Use the aliyun-log-flume plugin to write and consume log data with Flume - Simple Log Service

Simple Log Service (SLS) provides the aliyun-log-flume plugin to integrate with Apache Flume. You can use this plugin to write log data to SLS from other data sources or consume log data from SLS and ship it to downstream systems such as Hadoop Distributed File System (HDFS) and Kafka.

How it works

Apache Flume uses a Source-Channel-Sink data flow model. The aliyun-log-flume plugin provides a custom Sink and a custom Source that connect SLS to the Flume pipeline:

Sink: Receives data from a Flume Channel and writes it to an SLS Logstore. Use this component when you want to ingest data into SLS from other systems through Flume.
Source: Consumes log data from an SLS Logstore and delivers it into a Flume Channel. Use this component when you want to ship SLS log data to other systems through Flume.

The Channel acts as a buffer between the Source and the Sink. Flume provides built-in channel types such as Memory Channel and File Channel. For more information, see the Apache Flume User Guide.
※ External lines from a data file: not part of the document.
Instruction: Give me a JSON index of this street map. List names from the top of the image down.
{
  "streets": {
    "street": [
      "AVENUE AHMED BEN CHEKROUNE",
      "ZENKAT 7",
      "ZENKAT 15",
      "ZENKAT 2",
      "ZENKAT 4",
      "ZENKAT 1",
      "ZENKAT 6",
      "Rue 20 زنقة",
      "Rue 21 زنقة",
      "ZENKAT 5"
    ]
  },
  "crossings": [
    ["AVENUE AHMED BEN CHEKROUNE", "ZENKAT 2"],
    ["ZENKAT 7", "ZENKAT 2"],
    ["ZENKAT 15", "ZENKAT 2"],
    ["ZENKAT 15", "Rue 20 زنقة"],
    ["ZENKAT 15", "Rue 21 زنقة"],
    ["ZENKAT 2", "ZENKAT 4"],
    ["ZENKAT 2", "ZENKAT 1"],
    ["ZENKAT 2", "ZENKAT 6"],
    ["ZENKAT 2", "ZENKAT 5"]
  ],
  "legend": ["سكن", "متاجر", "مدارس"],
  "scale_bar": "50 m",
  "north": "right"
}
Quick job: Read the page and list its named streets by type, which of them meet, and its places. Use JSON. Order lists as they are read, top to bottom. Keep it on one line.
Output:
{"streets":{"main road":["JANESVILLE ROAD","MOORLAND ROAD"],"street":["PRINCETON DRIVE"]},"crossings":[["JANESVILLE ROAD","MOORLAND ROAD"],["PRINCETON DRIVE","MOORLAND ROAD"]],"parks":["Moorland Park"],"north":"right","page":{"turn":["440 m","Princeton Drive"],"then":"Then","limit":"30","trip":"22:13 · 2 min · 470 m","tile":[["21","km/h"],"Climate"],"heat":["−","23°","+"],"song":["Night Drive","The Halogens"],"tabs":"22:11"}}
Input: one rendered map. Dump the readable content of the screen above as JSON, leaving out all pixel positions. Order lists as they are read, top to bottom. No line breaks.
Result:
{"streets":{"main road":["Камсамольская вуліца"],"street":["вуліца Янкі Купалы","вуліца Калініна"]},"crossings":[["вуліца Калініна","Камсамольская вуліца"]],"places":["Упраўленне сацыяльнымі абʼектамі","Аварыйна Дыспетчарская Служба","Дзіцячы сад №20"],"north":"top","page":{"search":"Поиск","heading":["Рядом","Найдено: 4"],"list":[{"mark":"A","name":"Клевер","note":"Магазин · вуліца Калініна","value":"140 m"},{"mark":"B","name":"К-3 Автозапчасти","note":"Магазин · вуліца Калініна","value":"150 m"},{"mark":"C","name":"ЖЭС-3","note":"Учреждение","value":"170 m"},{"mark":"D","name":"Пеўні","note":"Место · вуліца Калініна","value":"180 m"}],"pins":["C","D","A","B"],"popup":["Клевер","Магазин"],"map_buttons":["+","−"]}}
For the plugin source code and release notes, see aliyun-log-flume on GitHub.

Prerequisites

Before you begin, make sure that the following requirements are met:

Java: JDK 1.8 or later is installed.
Apache Flume: Flume 1.8.0 or later is installed. To download Flume, see the Apache Flume download page.
SLS resources: An SLS project and Logstore are created. For more information, see the SLS documentation.
AccessKey pair: An AccessKey ID and AccessKey secret are obtained. For security, we recommend that you use the AccessKey pair of a RAM user. For more information, see AccessKey pair.

Install the plugin

Download and install Flume. For more information, see the Apache Flume download page.
Download the aliyun-log-flume plugin JAR file and save it to the <FLUME_HOME>/lib directory. Download link: aliyun-log-flume-1.9.jar
Create a configuration file named flumejob.conf in the <FLUME_HOME>/conf directory. For Sink configuration, see Configure a Sink. For Source configuration, see Configure a Source.

Start Flume.

   bin/flume-ng agent -n agent -c conf -f conf/flumejob.conf

Configure a Sink

Use the SLS Sink to write data from other systems into an SLS Logstore through Flume. The Sink supports three serialization modes for converting Flume events into SLS log entries:

Mode	Behavior
SIMPLE	Each Flume event body is written to SLS as a single field.
DELIMITED	Each Flume event body is split into fields based on a delimiter and mapped to configured column names.
JSON	Each Flume event body is parsed as JSON.

Sink parameters

Connection parameters

Parameter	Required	Description
type	Yes	The Sink type. Set this to `com.aliyun.loghub.flume.sink.LoghubSink`.
endpoint	Yes	The endpoint of the SLS project. Example: `http://cn-qingdao.log.aliyuncs.com`. Select an endpoint based on the region of your project. For more information, see Endpoints.
project	Yes	The name of the SLS project.
logstore	Yes	The name of the Logstore.
accessKeyId	Yes	The AccessKey ID of your Alibaba Cloud account or RAM user. We recommend that you use the AccessKey pair of a RAM user. For more information, see AccessKey pair.
accessKey	Yes	The AccessKey secret of your Alibaba Cloud account or RAM user. We recommend that you use the AccessKey pair of a RAM user. For more information, see AccessKey pair.

Batching parameters

Parameter	Required	Description
batchSize	No	The number of log entries to write to SLS in a single batch. Default value: `1000`.
maxBufferSize	No	The maximum number of log entries allowed in the internal buffer queue. Default value: `1000`.

Serialization parameters

Parameter	Required	Description
serializer	No	The serialization mode for converting Flume events into SLS log entries. Valid values: SIMPLE (default), DELIMITED, JSON, or a fully qualified custom serializer class name.
columns	No	A comma-separated list of column names. Required when `serializer` is set to DELIMITED. Columns are mapped to fields in the order they appear in each record.
separatorChar	No	The delimiter character used to split fields. Must be a single character. Required when `serializer` is set to DELIMITED. Default value: `,` (comma).
quoteChar	No	The quote character used to enclose fields. Required when `serializer` is set to DELIMITED. Default value: `"` (double quotation mark).
escapeChar	No	The escape character. Required when `serializer` is set to DELIMITED. Default value: `"` (double quotation mark).

Timestamp parameter

Parameter	Required	Description
useRecordTime	No	Specifies whether to use the timestamp field in the data entries as the log time when writing to SLS. Default value: `false`. When set to `false`, the current system time is used as the log time.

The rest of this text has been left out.